What to produce:
Word for word, give every line of the listing again.

Stored data:

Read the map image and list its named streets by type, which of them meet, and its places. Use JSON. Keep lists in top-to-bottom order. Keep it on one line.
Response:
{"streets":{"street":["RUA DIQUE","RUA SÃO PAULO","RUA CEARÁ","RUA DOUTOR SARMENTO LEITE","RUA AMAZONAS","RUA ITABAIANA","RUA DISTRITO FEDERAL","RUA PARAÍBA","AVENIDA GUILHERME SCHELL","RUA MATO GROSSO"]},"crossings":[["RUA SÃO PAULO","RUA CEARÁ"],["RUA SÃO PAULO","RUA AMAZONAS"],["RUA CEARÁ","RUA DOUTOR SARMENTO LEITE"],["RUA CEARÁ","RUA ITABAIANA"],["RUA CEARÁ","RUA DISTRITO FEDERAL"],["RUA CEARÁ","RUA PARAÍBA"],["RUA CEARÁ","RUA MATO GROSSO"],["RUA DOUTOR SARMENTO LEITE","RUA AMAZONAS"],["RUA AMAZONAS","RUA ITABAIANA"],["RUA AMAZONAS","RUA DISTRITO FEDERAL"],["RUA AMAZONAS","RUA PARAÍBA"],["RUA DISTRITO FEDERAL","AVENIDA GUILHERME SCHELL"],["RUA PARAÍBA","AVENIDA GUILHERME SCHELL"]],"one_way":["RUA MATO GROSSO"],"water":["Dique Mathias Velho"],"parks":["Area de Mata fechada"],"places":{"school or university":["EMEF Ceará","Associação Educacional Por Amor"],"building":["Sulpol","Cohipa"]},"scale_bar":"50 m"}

Output of the task:
Read the map image and list its named streets by type, which of them meet, and its places. Use JSON. Keep lists in top-to-bottom order. Keep it on one line.
Response:
{"streets":{"street":["RUA DIQUE","RUA SÃO PAULO","RUA CEARÁ","RUA DOUTOR SARMENTO LEITE","RUA AMAZONAS","RUA ITABAIANA","RUA DISTRITO FEDERAL","RUA PARAÍBA","AVENIDA GUILHERME SCHELL","RUA MATO GROSSO"]},"crossings":[["RUA SÃO PAULO","RUA CEARÁ"],["RUA SÃO PAULO","RUA AMAZONAS"],["RUA CEARÁ","RUA DOUTOR SARMENTO LEITE"],["RUA CEARÁ","RUA ITABAIANA"],["RUA CEARÁ","RUA DISTRITO FEDERAL"],["RUA CEARÁ","RUA PARAÍBA"],["RUA CEARÁ","RUA MATO GROSSO"],["RUA DOUTOR SARMENTO LEITE","RUA AMAZONAS"],["RUA AMAZONAS","RUA ITABAIANA"],["RUA AMAZONAS","RUA DISTRITO FEDERAL"],["RUA AMAZONAS","RUA PARAÍBA"],["RUA DISTRITO FEDERAL","AVENIDA GUILHERME SCHELL"],["RUA PARAÍBA","AVENIDA GUILHERME SCHELL"]],"one_way":["RUA MATO GROSSO"],"water":["Dique Mathias Velho"],"parks":["Area de Mata fechada"],"places":{"school or university":["EMEF Ceará","Associação Educacional Por Amor"],"building":["Sulpol","Cohipa"]},"scale_bar":"50 m"}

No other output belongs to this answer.